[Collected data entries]
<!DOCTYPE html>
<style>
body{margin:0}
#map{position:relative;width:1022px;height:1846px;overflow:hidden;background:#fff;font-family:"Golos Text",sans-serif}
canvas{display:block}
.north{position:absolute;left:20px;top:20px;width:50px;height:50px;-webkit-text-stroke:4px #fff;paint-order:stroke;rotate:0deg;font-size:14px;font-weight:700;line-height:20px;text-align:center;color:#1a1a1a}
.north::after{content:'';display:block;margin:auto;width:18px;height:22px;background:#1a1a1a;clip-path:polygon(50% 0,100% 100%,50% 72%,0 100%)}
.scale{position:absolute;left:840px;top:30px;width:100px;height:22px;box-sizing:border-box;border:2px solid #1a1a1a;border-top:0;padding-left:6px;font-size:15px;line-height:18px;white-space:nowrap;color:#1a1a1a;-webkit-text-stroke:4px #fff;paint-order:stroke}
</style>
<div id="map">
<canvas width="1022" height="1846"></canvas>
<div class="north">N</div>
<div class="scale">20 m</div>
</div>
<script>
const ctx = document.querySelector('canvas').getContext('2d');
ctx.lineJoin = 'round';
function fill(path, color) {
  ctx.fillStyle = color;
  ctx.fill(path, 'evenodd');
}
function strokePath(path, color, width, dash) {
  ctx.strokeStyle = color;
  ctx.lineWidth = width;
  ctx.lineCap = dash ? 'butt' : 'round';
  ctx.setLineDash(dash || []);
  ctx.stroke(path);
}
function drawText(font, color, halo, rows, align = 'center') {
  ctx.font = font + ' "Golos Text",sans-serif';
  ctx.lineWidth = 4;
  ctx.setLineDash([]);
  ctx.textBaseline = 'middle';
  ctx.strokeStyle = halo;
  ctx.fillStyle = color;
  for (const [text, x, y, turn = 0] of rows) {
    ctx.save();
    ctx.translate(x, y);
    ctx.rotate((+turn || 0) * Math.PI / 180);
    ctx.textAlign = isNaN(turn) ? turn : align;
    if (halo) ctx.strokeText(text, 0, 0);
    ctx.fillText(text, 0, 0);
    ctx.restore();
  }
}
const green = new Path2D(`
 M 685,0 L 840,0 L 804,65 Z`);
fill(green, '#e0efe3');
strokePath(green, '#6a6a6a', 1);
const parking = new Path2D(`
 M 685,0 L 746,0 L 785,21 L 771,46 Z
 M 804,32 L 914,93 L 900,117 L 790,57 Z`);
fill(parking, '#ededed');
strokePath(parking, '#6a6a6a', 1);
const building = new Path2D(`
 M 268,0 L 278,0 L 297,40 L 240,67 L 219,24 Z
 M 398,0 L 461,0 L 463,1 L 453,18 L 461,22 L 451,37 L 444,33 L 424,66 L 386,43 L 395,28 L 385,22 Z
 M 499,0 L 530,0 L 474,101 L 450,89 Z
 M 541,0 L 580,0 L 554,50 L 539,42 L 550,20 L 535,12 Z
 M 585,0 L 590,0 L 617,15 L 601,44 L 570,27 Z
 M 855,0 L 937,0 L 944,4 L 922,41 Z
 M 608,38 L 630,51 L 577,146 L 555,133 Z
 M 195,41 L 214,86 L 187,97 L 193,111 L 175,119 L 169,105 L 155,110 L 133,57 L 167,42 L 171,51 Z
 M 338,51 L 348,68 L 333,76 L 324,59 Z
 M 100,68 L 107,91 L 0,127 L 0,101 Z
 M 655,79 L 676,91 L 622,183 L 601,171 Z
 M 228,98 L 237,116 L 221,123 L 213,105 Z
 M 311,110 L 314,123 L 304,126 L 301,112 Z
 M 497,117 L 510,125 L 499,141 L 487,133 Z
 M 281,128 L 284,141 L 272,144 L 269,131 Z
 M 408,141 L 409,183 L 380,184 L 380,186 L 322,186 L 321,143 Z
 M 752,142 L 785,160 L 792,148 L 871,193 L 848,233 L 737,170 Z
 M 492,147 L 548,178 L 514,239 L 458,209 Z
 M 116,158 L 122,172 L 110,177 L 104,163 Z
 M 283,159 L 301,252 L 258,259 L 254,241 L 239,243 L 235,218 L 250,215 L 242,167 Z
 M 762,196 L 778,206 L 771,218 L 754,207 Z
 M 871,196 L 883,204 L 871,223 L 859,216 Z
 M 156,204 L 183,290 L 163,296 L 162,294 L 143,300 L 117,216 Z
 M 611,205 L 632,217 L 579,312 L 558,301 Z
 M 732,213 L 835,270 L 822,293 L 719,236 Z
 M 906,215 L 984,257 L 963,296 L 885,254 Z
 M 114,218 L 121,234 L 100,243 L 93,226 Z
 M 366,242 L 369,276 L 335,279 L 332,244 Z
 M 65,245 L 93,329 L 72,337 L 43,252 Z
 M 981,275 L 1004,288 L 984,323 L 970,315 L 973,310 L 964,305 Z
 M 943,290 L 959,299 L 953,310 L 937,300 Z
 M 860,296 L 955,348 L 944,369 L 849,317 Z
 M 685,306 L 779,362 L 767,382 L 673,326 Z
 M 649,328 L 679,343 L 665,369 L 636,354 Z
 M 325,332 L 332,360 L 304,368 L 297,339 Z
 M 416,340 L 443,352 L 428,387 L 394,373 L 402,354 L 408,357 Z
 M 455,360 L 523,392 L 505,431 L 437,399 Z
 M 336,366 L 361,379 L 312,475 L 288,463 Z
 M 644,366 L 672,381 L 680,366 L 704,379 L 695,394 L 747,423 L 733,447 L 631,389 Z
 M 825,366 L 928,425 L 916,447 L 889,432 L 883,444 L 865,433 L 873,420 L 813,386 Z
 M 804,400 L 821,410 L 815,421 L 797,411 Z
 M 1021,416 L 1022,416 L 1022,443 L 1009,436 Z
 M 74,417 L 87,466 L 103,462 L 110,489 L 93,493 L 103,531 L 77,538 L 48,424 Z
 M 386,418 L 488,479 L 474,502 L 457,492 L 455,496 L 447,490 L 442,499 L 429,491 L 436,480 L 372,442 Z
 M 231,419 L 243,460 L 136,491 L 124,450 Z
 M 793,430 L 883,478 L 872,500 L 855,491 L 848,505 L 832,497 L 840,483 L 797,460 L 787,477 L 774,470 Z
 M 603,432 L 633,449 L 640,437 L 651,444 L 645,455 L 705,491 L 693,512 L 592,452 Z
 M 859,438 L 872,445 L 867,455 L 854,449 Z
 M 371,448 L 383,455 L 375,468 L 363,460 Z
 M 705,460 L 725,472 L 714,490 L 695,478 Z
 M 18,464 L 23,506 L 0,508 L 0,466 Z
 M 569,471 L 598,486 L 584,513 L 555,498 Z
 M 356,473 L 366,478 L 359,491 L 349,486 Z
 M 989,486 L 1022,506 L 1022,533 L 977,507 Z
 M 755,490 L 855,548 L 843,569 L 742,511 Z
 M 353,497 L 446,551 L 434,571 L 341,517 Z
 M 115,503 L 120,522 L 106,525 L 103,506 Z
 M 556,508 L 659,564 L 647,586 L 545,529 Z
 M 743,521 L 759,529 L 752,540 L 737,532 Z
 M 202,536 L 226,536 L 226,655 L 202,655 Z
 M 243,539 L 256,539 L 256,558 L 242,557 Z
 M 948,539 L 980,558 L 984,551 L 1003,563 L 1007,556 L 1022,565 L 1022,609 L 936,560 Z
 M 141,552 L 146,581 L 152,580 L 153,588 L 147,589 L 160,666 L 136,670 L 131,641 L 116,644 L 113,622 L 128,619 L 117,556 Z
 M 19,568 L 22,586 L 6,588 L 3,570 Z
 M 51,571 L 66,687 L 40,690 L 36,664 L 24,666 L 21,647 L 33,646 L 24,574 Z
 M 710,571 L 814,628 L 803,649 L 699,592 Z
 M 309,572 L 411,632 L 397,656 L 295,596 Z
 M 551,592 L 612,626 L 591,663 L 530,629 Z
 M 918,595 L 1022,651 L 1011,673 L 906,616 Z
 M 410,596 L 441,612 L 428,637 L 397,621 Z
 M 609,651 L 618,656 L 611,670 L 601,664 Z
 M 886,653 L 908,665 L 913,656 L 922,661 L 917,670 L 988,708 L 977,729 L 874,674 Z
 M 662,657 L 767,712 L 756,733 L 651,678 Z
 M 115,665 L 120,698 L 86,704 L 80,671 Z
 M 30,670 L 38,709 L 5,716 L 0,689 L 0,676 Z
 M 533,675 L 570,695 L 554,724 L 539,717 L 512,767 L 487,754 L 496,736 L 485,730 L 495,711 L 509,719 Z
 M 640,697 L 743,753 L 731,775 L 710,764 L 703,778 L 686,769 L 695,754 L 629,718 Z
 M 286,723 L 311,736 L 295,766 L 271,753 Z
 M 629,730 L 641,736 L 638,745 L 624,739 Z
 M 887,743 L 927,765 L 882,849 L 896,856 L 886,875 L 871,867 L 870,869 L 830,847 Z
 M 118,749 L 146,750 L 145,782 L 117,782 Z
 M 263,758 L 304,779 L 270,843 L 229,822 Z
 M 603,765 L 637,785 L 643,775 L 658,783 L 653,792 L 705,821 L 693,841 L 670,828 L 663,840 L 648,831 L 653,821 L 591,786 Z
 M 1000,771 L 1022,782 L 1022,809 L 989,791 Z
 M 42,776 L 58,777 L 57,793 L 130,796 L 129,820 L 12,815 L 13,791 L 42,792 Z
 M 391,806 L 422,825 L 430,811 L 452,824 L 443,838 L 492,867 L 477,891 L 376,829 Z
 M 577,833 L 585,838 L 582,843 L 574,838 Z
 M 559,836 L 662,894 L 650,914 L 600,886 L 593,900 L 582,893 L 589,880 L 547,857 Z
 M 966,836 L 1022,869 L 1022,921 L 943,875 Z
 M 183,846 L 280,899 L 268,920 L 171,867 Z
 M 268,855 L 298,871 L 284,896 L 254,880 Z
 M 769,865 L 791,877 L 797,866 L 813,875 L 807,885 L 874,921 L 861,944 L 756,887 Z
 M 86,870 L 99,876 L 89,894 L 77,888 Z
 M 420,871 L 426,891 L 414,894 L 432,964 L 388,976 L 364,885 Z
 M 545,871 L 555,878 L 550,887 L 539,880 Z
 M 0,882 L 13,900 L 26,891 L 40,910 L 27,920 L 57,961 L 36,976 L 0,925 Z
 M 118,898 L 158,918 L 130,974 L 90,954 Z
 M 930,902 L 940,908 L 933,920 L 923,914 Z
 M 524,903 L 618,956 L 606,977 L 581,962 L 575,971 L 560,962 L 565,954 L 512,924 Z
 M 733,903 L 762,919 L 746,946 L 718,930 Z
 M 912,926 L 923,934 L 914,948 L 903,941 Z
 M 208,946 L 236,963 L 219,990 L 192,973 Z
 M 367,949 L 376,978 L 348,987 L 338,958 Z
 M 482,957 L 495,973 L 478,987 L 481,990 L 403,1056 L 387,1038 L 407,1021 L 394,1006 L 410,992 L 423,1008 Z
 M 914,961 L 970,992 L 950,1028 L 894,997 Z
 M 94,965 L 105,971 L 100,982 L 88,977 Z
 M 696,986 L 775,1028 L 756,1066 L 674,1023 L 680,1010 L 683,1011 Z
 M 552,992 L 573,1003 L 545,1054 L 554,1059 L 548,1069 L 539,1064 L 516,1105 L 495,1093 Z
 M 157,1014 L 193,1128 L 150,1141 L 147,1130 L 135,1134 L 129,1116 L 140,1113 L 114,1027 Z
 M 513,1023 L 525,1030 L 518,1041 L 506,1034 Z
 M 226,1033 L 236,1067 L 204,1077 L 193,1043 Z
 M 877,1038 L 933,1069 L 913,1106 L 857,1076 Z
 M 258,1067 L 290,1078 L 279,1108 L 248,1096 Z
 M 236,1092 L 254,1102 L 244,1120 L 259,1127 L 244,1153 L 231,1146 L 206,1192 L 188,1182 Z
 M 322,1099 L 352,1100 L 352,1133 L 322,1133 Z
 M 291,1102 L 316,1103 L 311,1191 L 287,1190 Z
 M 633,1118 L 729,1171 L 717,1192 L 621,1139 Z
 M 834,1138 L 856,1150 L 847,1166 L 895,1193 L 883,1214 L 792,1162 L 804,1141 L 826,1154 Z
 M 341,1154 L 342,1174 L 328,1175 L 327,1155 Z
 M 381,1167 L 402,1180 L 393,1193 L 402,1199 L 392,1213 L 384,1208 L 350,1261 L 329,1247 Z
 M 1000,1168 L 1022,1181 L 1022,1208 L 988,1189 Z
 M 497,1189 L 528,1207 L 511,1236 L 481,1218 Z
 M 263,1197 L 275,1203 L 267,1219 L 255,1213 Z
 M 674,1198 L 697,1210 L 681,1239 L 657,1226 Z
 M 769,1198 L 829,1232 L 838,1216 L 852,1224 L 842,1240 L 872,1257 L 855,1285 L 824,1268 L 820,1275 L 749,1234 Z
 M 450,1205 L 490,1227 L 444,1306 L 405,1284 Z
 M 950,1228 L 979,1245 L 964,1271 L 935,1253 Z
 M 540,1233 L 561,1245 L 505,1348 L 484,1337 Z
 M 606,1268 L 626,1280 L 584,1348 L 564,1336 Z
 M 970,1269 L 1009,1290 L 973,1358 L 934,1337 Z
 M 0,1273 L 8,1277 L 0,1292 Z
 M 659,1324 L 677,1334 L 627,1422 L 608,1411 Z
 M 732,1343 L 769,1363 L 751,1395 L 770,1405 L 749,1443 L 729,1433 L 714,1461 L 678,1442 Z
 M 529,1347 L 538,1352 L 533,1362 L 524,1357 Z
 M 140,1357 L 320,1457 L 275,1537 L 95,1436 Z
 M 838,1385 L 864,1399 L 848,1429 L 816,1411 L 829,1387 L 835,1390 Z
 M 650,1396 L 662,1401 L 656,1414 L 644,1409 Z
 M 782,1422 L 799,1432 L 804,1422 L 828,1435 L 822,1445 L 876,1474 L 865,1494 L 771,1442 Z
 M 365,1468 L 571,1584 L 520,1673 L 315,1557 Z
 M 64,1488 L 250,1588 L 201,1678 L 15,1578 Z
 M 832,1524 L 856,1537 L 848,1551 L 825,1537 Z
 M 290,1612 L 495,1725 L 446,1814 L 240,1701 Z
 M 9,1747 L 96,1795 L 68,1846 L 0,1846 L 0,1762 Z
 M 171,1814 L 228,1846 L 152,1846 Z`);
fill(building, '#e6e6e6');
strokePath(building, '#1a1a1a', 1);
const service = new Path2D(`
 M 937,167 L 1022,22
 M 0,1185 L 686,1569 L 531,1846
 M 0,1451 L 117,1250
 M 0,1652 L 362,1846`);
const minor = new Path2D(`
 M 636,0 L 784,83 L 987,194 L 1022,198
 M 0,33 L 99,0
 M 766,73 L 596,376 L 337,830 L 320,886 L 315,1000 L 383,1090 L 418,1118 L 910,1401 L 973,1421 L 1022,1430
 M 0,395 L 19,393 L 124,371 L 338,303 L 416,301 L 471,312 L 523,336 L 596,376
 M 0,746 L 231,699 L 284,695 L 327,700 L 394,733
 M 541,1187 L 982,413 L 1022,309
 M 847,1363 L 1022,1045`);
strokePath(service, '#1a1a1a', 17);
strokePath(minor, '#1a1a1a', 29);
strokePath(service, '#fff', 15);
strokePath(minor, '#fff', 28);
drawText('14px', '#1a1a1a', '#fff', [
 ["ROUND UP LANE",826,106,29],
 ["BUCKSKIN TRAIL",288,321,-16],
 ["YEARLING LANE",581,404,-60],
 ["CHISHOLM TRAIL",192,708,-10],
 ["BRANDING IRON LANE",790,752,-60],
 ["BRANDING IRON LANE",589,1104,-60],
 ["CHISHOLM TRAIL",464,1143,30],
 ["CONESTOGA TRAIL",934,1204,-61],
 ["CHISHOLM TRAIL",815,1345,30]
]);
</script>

* **Aim of the exercise**:
If a line in the records includes "function", it counts toward the total; report that total by itself.

* **Solution for this exercise**:
3